[RFC PATCH V2 10/11] KVM: VMX: Added setup spp page structure.

From: Zhang Yi
Date: Fri Nov 30 2018 - 03:09:40 EST


The hardware uses the guest-physical address and bits 11:7 of the
address accessed to lookup the SPPT to fetch a write permission bit for
the 128 byte wide sub-page region being accessed within the 4K
guest-physical page. If the sub-page region write permission bit is set,
the write is allowed; otherwise the write is disallowed and results in
an EPT violation.

Guest-physical pages mapped via leaf EPT-paging-structures for which the
accumulated write-access bit and the SPP bits are both clear (0) generate
EPT violations on memory writes accesses.
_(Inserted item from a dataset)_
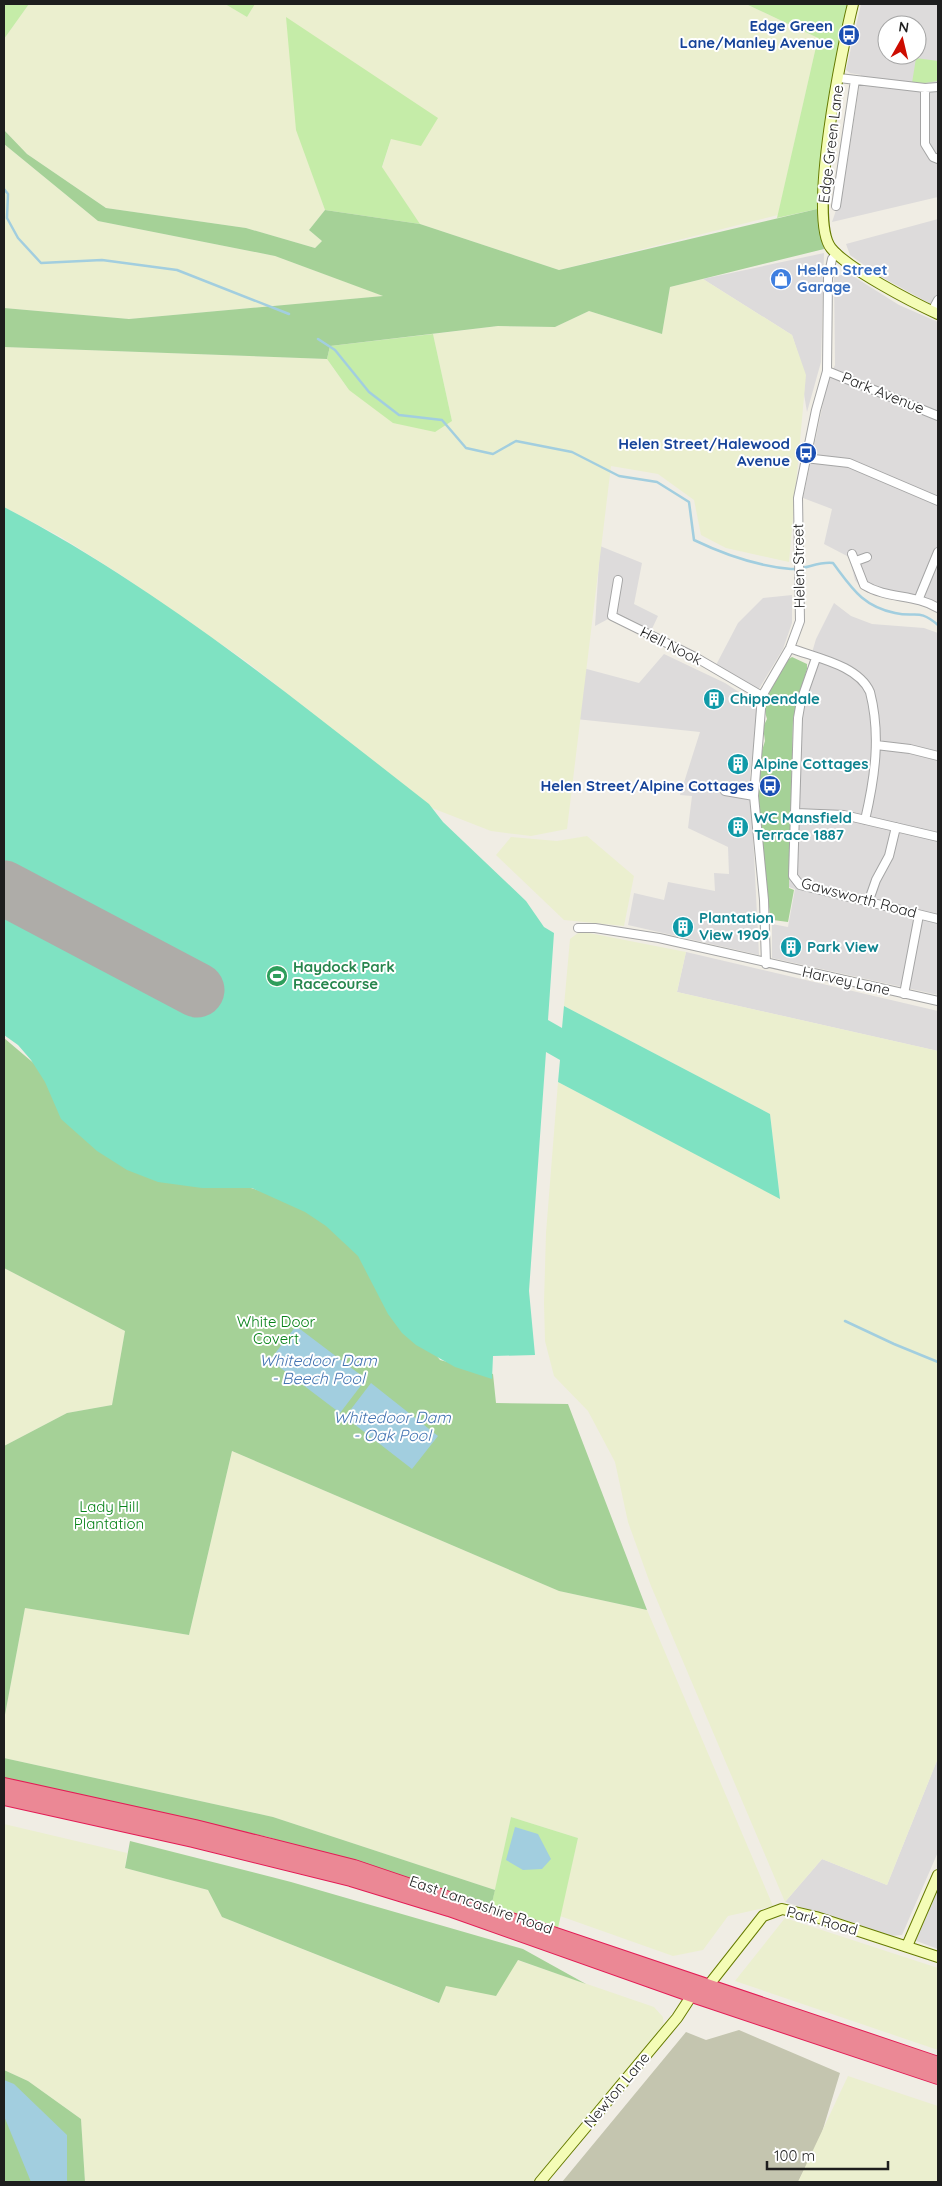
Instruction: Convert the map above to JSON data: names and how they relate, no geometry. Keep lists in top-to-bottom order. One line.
{"streets":{"highway":["East Lancashire Road"],"street":["Edge Green Lane","Park Avenue","Helen Street","Hell Nook","Gawsworth Road","Harvey Lane","Park Road","Newton Lane"]},"crossings":[["Edge Green Lane","Helen Street"],["Park Avenue","Helen Street"],["Helen Street","Hell Nook"],["Helen Street","Harvey Lane"],["East Lancashire Road","Park Road"],["East Lancashire Road","Newton Lane"]],"water":["Whitedoor Dam - Beech Pool","Whitedoor Dam - Oak Pool"],"parks":["White Door Covert","Lady Hill Plantation"],"places":{"bus stop":["Edge Green Lane/Manley Avenue","Helen Street/Halewood Avenue","Helen Street/Alpine Cottages"],"shop":["Helen Street Garage"],"building":["Chippendale","Alpine Cottages","WC Mansfield Terrace 1887","Plantation View 1909","Park View"],"sports":["Haydock Park Racecourse"]},"scale_bar":"100 m","north":"top"}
Guest-physical pages mapped via
EPT-paging-structure for which the accumulated write-access bit is set
(1) allow writes, effectively ignoring the SPP bit on the leaf EPT-paging
structure.

Software will setup the spp page table level4,3,2 as well as EPT page
structure, and fill the level1 via the 32 bit bitmap per a single 4K page.
Now it could be divided to 32 x 128 sub-pages.

Signed-off-by: Zhang Yi <yi.z.zhang@xxxxxxxxxxxxxxx>
---
arch/x86/include/asm/kvm_host.h | 4 ++
arch/x86/kvm/mmu.c | 123 +++++++++++++++++++++++++++++++++++++++-
2 files changed, 125 insertions(+), 2 deletions(-)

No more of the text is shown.